Exercise requirements: The expected reply is all of the data, returned exactly.

*** Opening Records provided ***

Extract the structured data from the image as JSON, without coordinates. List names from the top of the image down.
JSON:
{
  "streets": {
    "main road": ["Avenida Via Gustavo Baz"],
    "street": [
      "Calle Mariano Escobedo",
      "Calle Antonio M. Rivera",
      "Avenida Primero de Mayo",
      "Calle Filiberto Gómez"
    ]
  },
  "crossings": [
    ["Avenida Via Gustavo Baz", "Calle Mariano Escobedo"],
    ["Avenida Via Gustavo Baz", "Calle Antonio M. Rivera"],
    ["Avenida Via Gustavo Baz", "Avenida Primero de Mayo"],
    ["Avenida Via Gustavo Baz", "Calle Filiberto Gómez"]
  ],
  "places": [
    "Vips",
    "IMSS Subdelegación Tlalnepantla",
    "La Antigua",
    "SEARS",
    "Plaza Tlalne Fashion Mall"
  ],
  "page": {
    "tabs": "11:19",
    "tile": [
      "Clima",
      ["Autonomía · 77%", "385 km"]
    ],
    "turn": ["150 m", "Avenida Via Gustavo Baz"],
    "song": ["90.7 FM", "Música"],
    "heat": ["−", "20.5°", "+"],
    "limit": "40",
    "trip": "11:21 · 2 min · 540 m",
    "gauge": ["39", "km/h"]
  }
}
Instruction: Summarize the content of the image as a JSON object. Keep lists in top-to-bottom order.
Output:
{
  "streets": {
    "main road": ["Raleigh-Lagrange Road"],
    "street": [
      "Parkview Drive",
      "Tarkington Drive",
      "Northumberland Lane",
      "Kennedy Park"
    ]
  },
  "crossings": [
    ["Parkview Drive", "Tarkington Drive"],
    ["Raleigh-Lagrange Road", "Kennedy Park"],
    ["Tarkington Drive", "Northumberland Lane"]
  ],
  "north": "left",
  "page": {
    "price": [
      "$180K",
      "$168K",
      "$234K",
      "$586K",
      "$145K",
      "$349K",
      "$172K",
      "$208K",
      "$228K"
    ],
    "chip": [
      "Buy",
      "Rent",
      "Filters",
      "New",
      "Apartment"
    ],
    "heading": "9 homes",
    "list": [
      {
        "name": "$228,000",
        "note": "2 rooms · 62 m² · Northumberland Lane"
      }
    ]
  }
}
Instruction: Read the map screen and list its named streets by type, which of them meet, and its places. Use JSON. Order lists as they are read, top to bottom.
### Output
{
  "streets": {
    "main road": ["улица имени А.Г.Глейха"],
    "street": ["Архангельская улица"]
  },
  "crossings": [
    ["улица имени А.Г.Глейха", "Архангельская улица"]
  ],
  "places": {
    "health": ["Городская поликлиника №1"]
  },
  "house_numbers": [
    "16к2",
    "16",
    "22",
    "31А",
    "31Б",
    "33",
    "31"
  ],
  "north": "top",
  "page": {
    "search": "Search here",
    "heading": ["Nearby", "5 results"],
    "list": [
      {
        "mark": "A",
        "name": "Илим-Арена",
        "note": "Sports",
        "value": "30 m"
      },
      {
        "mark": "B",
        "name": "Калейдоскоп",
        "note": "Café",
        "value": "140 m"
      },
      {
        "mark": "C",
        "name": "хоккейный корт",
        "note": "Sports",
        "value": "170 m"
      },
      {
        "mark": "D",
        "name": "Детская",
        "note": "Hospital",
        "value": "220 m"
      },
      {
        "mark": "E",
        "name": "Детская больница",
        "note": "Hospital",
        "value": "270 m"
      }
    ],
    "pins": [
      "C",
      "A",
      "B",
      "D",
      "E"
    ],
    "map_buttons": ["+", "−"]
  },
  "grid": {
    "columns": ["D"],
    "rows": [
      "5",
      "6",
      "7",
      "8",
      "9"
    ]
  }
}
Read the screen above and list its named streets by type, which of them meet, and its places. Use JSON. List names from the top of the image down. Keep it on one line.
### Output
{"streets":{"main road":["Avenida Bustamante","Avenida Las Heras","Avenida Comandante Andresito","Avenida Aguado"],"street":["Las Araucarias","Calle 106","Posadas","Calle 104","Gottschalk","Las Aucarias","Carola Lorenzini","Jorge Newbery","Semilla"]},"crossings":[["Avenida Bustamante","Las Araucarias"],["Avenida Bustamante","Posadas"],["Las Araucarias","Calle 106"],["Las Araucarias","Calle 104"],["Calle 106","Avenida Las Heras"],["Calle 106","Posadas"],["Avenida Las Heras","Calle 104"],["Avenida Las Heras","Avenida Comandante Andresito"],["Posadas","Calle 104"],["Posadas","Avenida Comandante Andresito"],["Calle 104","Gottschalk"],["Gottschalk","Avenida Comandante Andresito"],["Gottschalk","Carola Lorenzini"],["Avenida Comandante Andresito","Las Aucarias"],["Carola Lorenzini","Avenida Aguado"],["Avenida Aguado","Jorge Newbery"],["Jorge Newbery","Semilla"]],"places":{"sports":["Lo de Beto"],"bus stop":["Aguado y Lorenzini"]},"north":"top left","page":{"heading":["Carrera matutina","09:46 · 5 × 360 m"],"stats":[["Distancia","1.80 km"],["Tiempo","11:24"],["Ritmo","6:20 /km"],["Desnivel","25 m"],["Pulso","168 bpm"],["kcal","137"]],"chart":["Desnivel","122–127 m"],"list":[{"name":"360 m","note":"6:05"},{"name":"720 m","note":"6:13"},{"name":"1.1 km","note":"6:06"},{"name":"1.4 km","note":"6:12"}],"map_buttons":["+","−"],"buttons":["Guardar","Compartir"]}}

*** Closing Records provided ***

Exercise solution:
Extract the structured data from the image as JSON, without coordinates. List names from the top of the image down.
JSON:
{
  "streets": {
    "main road": ["Avenida Via Gustavo Baz"],
    "street": [
      "Calle Mariano Escobedo",
      "Calle Antonio M. Rivera",
      "Avenida Primero de Mayo",
      "Calle Filiberto Gómez"
    ]
  },
  "crossings": [
    ["Avenida Via Gustavo Baz", "Calle Mariano Escobedo"],
    ["Avenida Via Gustavo Baz", "Calle Antonio M. Rivera"],
    ["Avenida Via Gustavo Baz", "Avenida Primero de Mayo"],
    ["Avenida Via Gustavo Baz", "Calle Filiberto Gómez"]
  ],
  "places": [
    "Vips",
    "IMSS Subdelegación Tlalnepantla",
    "La Antigua",
    "SEARS",
    "Plaza Tlalne Fashion Mall"
  ],
  "page": {
    "tabs": "11:19",
    "tile": [
      "Clima",
      ["Autonomía · 77%", "385 km"]
    ],
    "turn": ["150 m", "Avenida Via Gustavo Baz"],
    "song": ["90.7 FM", "Música"],
    "heat": ["−", "20.5°", "+"],
    "limit": "40",
    "trip": "11:21 · 2 min · 540 m",
    "gauge": ["39", "km/h"]
  }
}
Instruction: Summarize the content of the image as a JSON object. Keep lists in top-to-bottom order.
Output:
{
  "streets": {
    "main road": ["Raleigh-Lagrange Road"],
    "street": [
      "Parkview Drive",
      "Tarkington Drive",
      "Northumberland Lane",
      "Kennedy Park"
    ]
  },
  "crossings": [
    ["Parkview Drive", "Tarkington Drive"],
    ["Raleigh-Lagrange Road", "Kennedy Park"],
    ["Tarkington Drive", "Northumberland Lane"]
  ],
  "north": "left",
  "page": {
    "price": [
      "$180K",
      "$168K",
      "$234K",
      "$586K",
      "$145K",
      "$349K",
      "$172K",
      "$208K",
      "$228K"
    ],
    "chip": [
      "Buy",
      "Rent",
      "Filters",
      "New",
      "Apartment"
    ],
    "heading": "9 homes",
    "list": [
      {
        "name": "$228,000",
        "note": "2 rooms · 62 m² · Northumberland Lane"
      }
    ]
  }
}
Instruction: Read the map screen and list its named streets by type, which of them meet, and its places. Use JSON. Order lists as they are read, top to bottom.
### Output
{
  "streets": {
    "main road": ["улица имени А.Г.Глейха"],
    "street": ["Архангельская улица"]
  },
  "crossings": [
    ["улица имени А.Г.Глейха", "Архангельская улица"]
  ],
  "places": {
    "health": ["Городская поликлиника №1"]
  },
  "house_numbers": [
    "16к2",
    "16",
    "22",
    "31А",
    "31Б",
    "33",
    "31"
  ],
  "north": "top",
  "page": {
    "search": "Search here",
    "heading": ["Nearby", "5 results"],
    "list": [
      {
        "mark": "A",
        "name": "Илим-Арена",
        "note": "Sports",
        "value": "30 m"
      },
      {
        "mark": "B",
        "name": "Калейдоскоп",
        "note": "Café",
        "value": "140 m"
      },
      {
        "mark": "C",
        "name": "хоккейный корт",
        "note": "Sports",
        "value": "170 m"
      },
      {
        "mark": "D",
        "name": "Детская",
        "note": "Hospital",
        "value": "220 m"
      },
      {
        "mark": "E",
        "name": "Детская больница",
        "note": "Hospital",
        "value": "270 m"
      }
    ],
    "pins": [
      "C",
      "A",
      "B",
      "D",
      "E"
    ],
    "map_buttons": ["+", "−"]
  },
  "grid": {
    "columns": ["D"],
    "rows": [
      "5",
      "6",
      "7",
      "8",
      "9"
    ]
  }
}
Read the screen above and list its named streets by type, which of them meet, and its places. Use JSON. List names from the top of the image down. Keep it on one line.
### Output
{"streets":{"main road":["Avenida Bustamante","Avenida Las Heras","Avenida Comandante Andresito","Avenida Aguado"],"street":["Las Araucarias","Calle 106","Posadas","Calle 104","Gottschalk","Las Aucarias","Carola Lorenzini","Jorge Newbery","Semilla"]},"crossings":[["Avenida Bustamante","Las Araucarias"],["Avenida Bustamante","Posadas"],["Las Araucarias","Calle 106"],["Las Araucarias","Calle 104"],["Calle 106","Avenida Las Heras"],["Calle 106","Posadas"],["Avenida Las Heras","Calle 104"],["Avenida Las Heras","Avenida Comandante Andresito"],["Posadas","Calle 104"],["Posadas","Avenida Comandante Andresito"],["Calle 104","Gottschalk"],["Gottschalk","Avenida Comandante Andresito"],["Gottschalk","Carola Lorenzini"],["Avenida Comandante Andresito","Las Aucarias"],["Carola Lorenzini","Avenida Aguado"],["Avenida Aguado","Jorge Newbery"],["Jorge Newbery","Semilla"]],"places":{"sports":["Lo de Beto"],"bus stop":["Aguado y Lorenzini"]},"north":"top left","page":{"heading":["Carrera matutina","09:46 · 5 × 360 m"],"stats":[["Distancia","1.80 km"],["Tiempo","11:24"],["Ritmo","6:20 /km"],["Desnivel","25 m"],["Pulso","168 bpm"],["kcal","137"]],"chart":["Desnivel","122–127 m"],"list":[{"name":"360 m","note":"6:05"},{"name":"720 m","note":"6:13"},{"name":"1.1 km","note":"6:06"},{"name":"1.4 km","note":"6:12"}],"map_buttons":["+","−"],"buttons":["Guardar","Compartir"]}}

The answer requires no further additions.